Three Haiku on Clojure

These are three random topics about Clojure that are sort of connected, in that all three address Clojure’s incredible flexibility and genericity from different angles. They were born from a few recent small projects that I started.

My favorite facility for polymorphism in Clojure

Object-oriented programming, at least as presented in C++ and Java, lets you do three things much more easily than languages like C:

  1. Encapsulation. You can hide data from certain parts of the code.
  2. Inheritance. You can create hierarchies of related objects which share some behaviors and modify other behaviors to suit themselves.
  3. Polymorphism. You can implement a function which behaves differently depending on the type of its arguments.

I’m being deliberately vague. Even though these three principles were all over the multiple choice section of the exam on Java when I was in school, they actually transcend object-oriented programming. They’re things which are helpful in all languages. Languages differ in how they support these principles, though.

Encapsulation lets us limit the number of things we have to worry about by only allowing certain parts of the code to modify data. If we have a global variable and we discover in debugging that its value is wrong, the piece of code that made its value wrong could be anywhere. If we have a private member of a class, the piece of code that made its value wrong can only be in that class.

Clojure doesn’t really support encapsulation. Like JavaScript and C, data in Clojure is local or global. You can do weird contortions with closures to make things private, like people do in JavaScript. I wouldn’t, but you can.

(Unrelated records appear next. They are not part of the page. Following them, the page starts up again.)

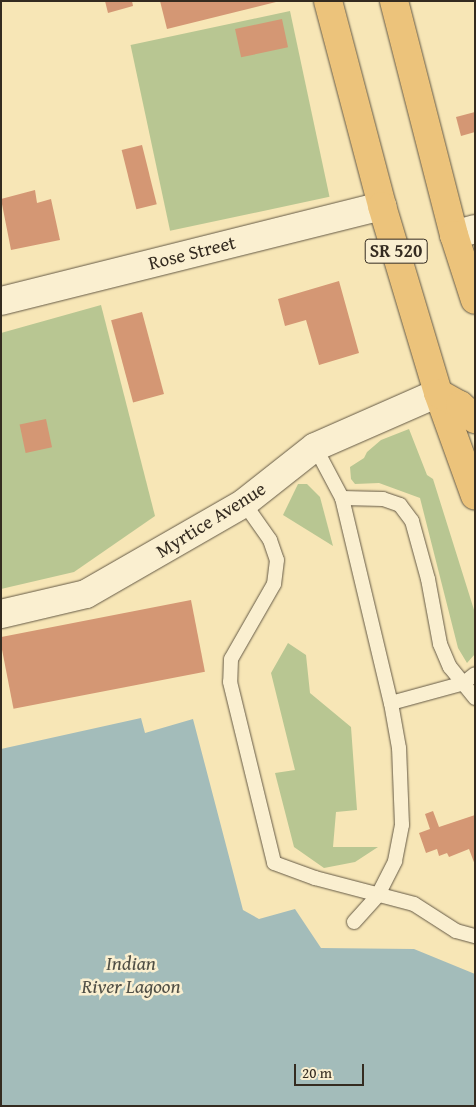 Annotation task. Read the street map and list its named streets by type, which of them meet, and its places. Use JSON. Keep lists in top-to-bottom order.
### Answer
{
  "streets": {
    "main road": ["SR 520"],
    "street": ["Rose Street", "Myrtice Avenue"]
  },
  "crossings": [
    ["SR 520", "Rose Street"],
    ["SR 520", "Myrtice Avenue"]
  ],
  "water": ["Indian River Lagoon"],
  "scale_bar": "20 m"
}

Since Clojure data is almost all immutable, it’s not nearly as necessary to have encapsulation.

Clojure doesn’t really support inheritance either. But how much of the inheritance we see in Java is about avoiding code duplication, and how much is about the type system? Clojure is dynamically typed, so it doesn’t need inheritance for a type system. And Clojure has macros, the ultimate way of reducing code duplication, so it doesn’t really need inheritance for that reason either. You can build your own inheritance using derive and the polymorphism tools, but the language doesn’t support it directly, not really.

Clojure supports all kinds of sophisticated mechanisms for polymorphism. Records, types, protocols, multimethods. Probably some more that I’m forgetting or that only exist in the upcoming 1.8.1 alpha pre-release snapshot. All of them are useful and interesting, but my favorite example of Clojure polymorphism is probably tree-seq.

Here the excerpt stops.